Their fears are accentuated by the fact that climate change in the hills and the plains would affect people and environment in myriad ways, and existing studies are inadequate to guide possible ways to combat impact of extreme weather events like floods or drought.

It is believed that Assam cannot do without a comprehensive action plan, including mitigation strategies, as a major part of its population is engaged in rain-fed agriculture, and its biodiversity too would be seriously threatened by perturbations in the weather systems over a long period.

Speaking exclusively to The Assam Tribune, senior academic Prof Abani Kumar Bhagabati of Gauhati University, who has extensive experience in agricultural geography of Assam, revealed that a long-term perspective was needed to understand and then respond to the possible impact of climate change.

“There is a great need to comprehend the complexity of the issues... to realise the linkages at the local and regional level. Sound scientific understanding should be the basis to build an action plan,” he noted.

Referring to the projected rise in temperature if carbon emissions did not fall in the next decades, he said that the rising mercury would for sometime result in more water flow in the Himalayan streams feeding the Brahmaputra. As the glaciers retreated, the flow would fall and in such a situation agriculturists in the Brahmaputra valley could see a shortage of water. This problem would be more pronounced in the winter, when there are hardly any rains in the region.

He pointed out that climatic variations could hit the poor and marginal farmers the most as most of them work on small patches of land, which when affected will destroy their sole source of livelihood. The poor farmers are also among those with the least access to information about climate change.

Dr Bhagabati, who recently surveyed the Bhabar Terai region stretching across the northern boundary of the state, said that climate change could further harm the sensitive ecological zone. Already vast tracts of forests of the region have been degraded or destroyed leading to a situation that they no longer act as a barrier to slow down the flow of water to the Brahmaputra.

The senior academic informed that forestation in a large scale appeared to be the necessary response to reduce effects of climate change in Assam. Apart from lowering the carbon footprint, it could help stabilise the soil, which took thousands of years to build up.

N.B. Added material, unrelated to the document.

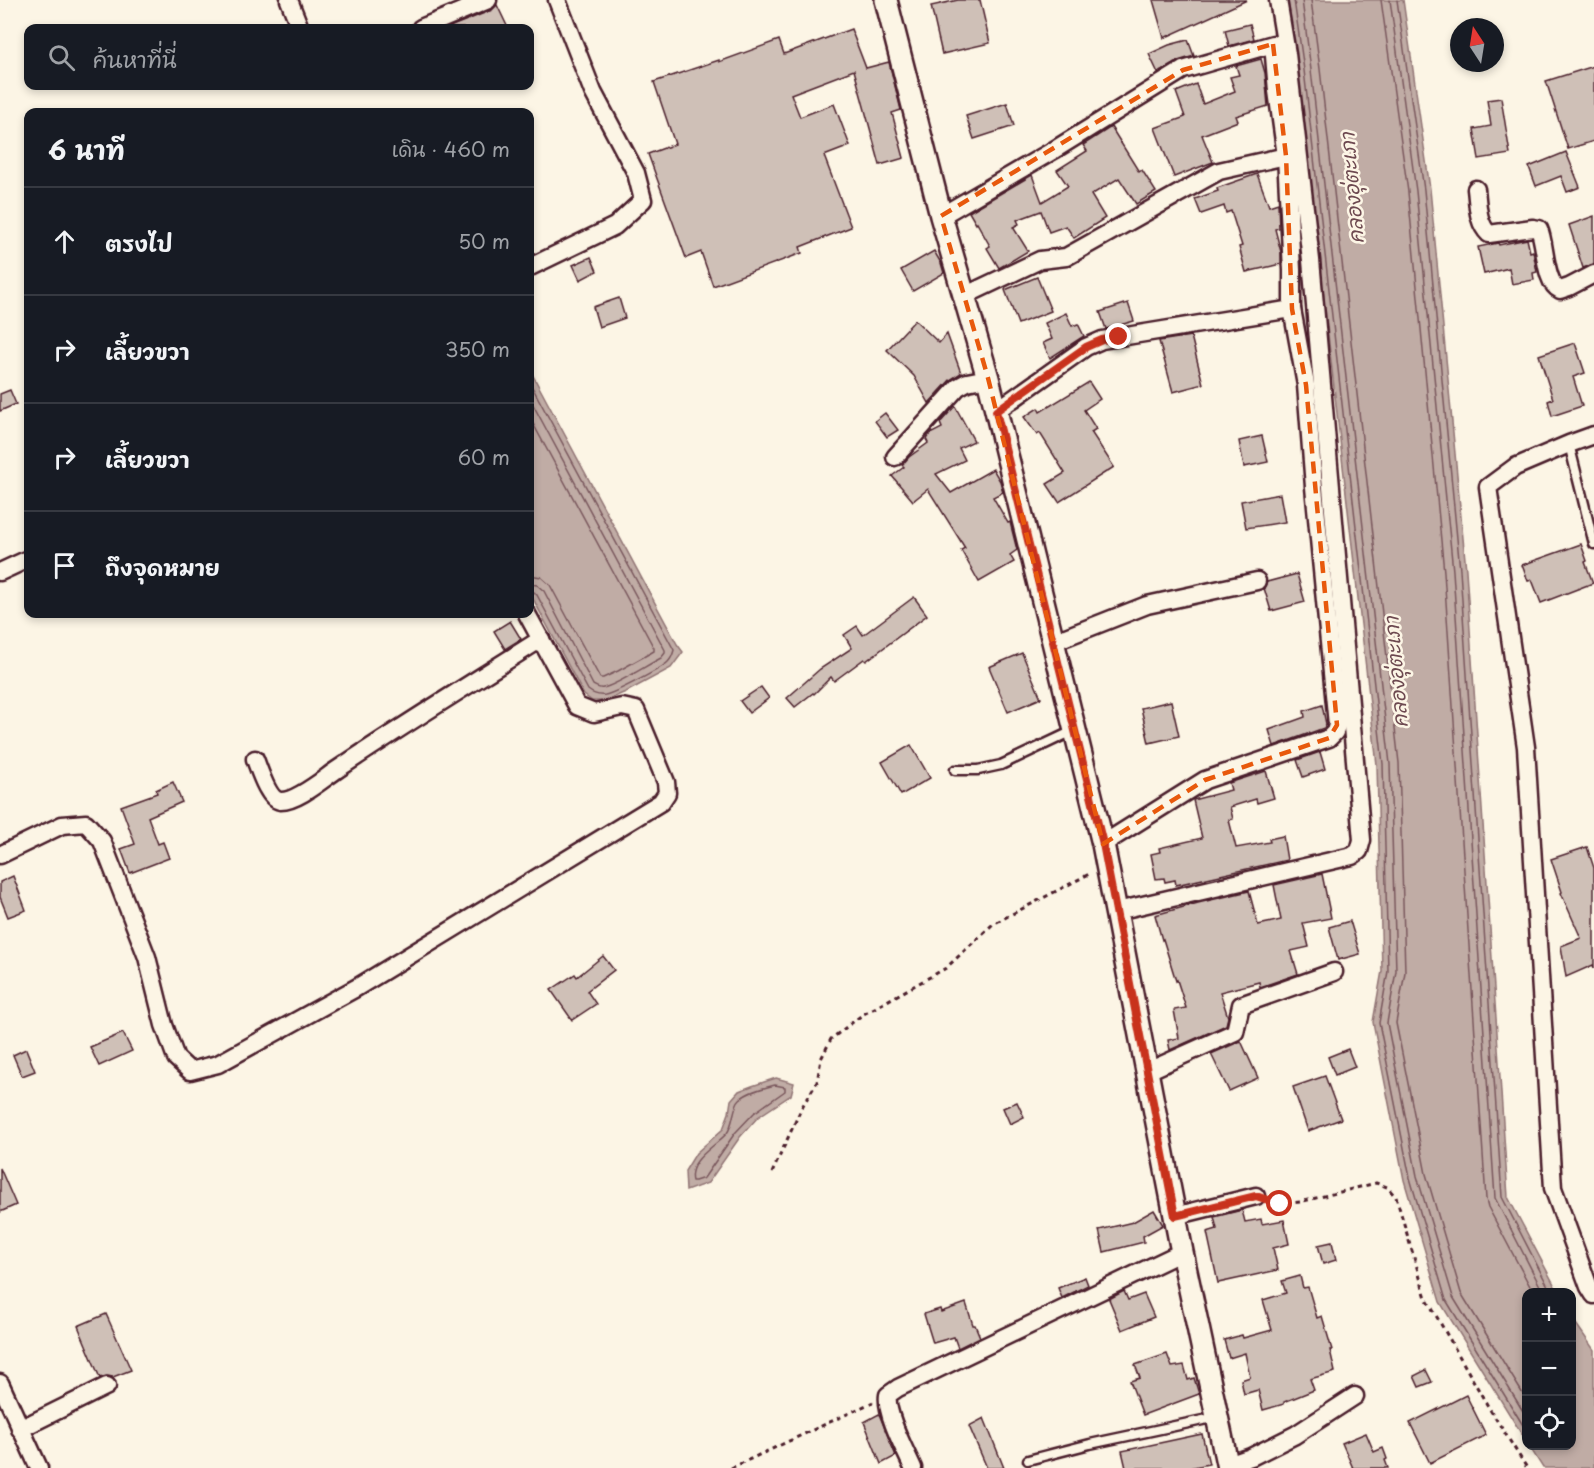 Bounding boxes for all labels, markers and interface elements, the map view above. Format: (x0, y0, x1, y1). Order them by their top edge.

During a recent tour of parts of Assam, Sundarlal Bahuguna, the noted environmentalist also expressed his anguish over deforestation in the sub-Himalayan region. Speaking to this correspondent he said that it would be suicidal for the people of the Northeast if the region continued to lose its forest cover at the present rate.

Bahuguna emphasised that forest loss must be compensated by planting more saplings not just for environmental reasons but to provide food, fodder and fibre to local communities with scarce livelihood opportunities.

According to Pijush Dutta of WWF-India, reports from the high altitude regions of Arunachal and Bhutan indicate that the weather in recent years has become more unpredictable. Further climatic changes taking place in the regions could create hazards as a number of streams emerge from there and reach the foothills where human settlements have proliferated. He underlined the need for more studies, which could pinpoint the vulnerable areas, where mitigation strategies could be implemented.